◆ Task brief
Once you reach the line containing "M477,805h19", copy it and every line after it exactly, through the end of the data below.

◆ Stored data
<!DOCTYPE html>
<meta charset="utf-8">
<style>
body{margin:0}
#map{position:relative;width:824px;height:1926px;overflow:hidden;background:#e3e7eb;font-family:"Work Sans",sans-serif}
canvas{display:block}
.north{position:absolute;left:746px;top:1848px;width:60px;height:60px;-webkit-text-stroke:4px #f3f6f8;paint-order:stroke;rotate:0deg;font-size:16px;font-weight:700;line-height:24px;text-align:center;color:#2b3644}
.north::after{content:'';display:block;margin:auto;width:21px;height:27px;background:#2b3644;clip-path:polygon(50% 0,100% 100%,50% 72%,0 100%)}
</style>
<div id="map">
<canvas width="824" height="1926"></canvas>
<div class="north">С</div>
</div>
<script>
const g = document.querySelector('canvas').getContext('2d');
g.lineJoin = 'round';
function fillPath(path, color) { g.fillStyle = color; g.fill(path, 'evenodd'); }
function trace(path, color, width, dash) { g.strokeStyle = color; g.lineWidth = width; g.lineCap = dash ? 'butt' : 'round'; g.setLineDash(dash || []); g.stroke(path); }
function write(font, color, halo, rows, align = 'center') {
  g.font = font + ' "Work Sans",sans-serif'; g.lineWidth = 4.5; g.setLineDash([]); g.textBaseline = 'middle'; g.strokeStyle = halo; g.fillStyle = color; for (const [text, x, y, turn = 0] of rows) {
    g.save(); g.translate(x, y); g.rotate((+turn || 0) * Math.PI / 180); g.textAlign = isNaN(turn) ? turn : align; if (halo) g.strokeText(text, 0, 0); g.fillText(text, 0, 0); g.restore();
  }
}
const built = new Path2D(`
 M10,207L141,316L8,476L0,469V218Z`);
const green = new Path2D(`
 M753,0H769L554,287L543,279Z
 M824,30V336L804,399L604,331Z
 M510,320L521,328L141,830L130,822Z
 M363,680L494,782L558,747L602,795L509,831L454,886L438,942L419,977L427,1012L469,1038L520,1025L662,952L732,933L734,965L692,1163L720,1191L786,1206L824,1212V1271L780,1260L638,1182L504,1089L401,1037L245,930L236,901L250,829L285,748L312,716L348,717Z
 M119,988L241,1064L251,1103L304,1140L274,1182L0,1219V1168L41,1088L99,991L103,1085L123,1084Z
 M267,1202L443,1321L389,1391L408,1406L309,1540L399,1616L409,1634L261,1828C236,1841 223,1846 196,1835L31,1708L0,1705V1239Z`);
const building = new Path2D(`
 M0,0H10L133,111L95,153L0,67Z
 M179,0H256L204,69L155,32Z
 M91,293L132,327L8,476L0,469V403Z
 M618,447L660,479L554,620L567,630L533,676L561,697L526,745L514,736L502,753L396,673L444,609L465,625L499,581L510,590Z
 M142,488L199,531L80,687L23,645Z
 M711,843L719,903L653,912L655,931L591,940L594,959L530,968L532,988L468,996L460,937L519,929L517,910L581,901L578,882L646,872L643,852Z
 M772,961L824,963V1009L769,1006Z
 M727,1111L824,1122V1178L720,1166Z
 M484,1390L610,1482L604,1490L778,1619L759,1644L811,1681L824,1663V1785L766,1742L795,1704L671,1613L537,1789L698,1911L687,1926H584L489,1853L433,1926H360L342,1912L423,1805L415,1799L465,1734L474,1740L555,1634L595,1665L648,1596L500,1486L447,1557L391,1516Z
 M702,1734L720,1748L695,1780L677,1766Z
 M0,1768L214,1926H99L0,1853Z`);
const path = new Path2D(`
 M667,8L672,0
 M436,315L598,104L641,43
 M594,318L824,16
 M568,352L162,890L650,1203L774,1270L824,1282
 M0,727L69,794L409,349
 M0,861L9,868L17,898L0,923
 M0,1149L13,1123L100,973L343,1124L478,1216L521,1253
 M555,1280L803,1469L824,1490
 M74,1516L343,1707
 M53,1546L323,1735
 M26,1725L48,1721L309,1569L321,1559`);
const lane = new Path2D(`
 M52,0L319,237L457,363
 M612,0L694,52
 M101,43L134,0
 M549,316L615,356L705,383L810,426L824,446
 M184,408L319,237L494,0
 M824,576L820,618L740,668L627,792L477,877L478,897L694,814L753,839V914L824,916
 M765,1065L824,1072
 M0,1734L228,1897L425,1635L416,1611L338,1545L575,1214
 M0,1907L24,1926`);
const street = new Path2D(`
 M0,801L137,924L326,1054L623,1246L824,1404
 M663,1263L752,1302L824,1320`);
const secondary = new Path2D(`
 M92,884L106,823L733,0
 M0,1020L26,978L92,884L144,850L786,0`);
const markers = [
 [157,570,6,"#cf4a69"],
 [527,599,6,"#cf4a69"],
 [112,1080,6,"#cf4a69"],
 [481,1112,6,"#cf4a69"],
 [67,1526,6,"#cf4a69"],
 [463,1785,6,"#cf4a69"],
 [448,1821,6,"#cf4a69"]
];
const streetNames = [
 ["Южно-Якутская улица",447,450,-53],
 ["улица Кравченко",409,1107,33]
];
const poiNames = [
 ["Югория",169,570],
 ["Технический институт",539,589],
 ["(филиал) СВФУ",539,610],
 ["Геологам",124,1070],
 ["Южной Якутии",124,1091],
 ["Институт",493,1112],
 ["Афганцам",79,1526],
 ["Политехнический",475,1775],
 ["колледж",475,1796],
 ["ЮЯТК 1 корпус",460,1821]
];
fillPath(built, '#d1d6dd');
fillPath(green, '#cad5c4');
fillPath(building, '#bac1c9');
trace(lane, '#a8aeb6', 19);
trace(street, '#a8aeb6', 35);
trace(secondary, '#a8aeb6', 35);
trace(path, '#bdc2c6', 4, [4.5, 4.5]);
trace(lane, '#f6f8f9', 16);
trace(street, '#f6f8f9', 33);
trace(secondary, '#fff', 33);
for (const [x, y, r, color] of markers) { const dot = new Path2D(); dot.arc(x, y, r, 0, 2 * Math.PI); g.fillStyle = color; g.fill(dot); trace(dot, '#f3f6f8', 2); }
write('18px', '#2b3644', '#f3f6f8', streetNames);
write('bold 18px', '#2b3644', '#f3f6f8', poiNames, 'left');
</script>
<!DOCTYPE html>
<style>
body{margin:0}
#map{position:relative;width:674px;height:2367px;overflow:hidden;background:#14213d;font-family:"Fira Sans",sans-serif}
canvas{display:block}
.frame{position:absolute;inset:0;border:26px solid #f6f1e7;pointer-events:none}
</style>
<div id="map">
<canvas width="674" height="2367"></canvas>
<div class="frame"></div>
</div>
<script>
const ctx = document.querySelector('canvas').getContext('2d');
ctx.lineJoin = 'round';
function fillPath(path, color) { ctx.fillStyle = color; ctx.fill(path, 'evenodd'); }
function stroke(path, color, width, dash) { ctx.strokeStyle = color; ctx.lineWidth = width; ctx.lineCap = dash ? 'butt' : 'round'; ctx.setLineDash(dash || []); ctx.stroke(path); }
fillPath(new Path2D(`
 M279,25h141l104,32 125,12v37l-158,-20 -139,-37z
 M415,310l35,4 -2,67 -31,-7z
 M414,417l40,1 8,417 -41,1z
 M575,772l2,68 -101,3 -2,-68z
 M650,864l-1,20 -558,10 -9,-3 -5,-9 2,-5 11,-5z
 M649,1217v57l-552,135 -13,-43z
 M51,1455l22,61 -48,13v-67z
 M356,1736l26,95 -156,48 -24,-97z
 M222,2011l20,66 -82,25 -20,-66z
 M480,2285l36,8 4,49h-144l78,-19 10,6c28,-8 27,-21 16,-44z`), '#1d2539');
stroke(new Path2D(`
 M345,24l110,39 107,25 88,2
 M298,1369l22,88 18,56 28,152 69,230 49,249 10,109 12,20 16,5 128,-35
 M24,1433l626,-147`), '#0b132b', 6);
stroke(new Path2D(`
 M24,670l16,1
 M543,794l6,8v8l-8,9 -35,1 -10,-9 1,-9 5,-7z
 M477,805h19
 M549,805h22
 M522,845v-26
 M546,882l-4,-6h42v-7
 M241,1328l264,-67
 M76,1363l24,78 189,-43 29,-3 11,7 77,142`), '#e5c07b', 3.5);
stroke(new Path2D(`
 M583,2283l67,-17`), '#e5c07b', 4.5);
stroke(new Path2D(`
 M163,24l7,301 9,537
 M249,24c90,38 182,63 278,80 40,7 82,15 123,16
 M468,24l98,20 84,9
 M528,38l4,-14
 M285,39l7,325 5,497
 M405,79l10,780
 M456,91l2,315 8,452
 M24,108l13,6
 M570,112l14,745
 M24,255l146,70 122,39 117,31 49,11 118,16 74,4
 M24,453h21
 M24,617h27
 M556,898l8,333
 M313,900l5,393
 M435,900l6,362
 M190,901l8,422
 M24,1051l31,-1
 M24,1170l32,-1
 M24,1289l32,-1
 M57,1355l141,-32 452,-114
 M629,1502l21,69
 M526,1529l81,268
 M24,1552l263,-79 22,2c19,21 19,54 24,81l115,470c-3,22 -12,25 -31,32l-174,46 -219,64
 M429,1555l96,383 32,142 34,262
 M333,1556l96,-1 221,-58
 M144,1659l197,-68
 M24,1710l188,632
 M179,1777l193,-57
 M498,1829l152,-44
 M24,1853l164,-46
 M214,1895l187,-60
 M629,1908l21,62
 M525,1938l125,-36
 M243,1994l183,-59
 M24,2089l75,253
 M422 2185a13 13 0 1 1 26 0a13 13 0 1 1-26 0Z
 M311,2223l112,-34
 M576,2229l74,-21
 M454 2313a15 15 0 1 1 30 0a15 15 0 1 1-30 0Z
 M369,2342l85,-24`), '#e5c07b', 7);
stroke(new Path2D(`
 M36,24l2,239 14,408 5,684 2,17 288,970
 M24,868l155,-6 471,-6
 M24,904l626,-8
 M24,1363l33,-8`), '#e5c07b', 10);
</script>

◆ Answer
 M477,805h19
 M549,805h22
 M522,845v-26
 M546,882l-4,-6h42v-7
 M241,1328l264,-67
 M76,1363l24,78 189,-43 29,-3 11,7 77,142`), '#e5c07b', 3.5);
stroke(new Path2D(`
 M583,2283l67,-17`), '#e5c07b', 4.5);
stroke(new Path2D(`
 M163,24l7,301 9,537
 M249,24c90,38 182,63 278,80 40,7 82,15 123,16
 M468,24l98,20 84,9
 M528,38l4,-14
 M285,39l7,325 5,497
 M405,79l10,780
 M456,91l2,315 8,452
 M24,108l13,6
 M570,112l14,745
 M24,255l146,70 122,39 117,31 49,11 118,16 74,4
 M24,453h21
 M24,617h27
 M556,898l8,333
 M313,900l5,393
 M435,900l6,362
 M190,901l8,422
 M24,1051l31,-1
 M24,1170l32,-1
 M24,1289l32,-1
 M57,1355l141,-32 452,-114
 M629,1502l21,69
 M526,1529l81,268
 M24,1552l263,-79 22,2c19,21 19,54 24,81l115,470c-3,22 -12,25 -31,32l-174,46 -219,64
 M429,1555l96,383 32,142 34,262
 M333,1556l96,-1 221,-58
 M144,1659l197,-68
 M24,1710l188,632
 M179,1777l193,-57
 M498,1829l152,-44
 M24,1853l164,-46
 M214,1895l187,-60
 M629,1908l21,62
 M525,1938l125,-36
 M243,1994l183,-59
 M24,2089l75,253
 M422 2185a13 13 0 1 1 26 0a13 13 0 1 1-26 0Z
 M311,2223l112,-34
 M576,2229l74,-21
 M454 2313a15 15 0 1 1 30 0a15 15 0 1 1-30 0Z
 M369,2342l85,-24`), '#e5c07b', 7);
stroke(new Path2D(`
 M36,24l2,239 14,408 5,684 2,17 288,970
 M24,868l155,-6 471,-6
 M24,904l626,-8
 M24,1363l33,-8`), '#e5c07b', 10);
</script>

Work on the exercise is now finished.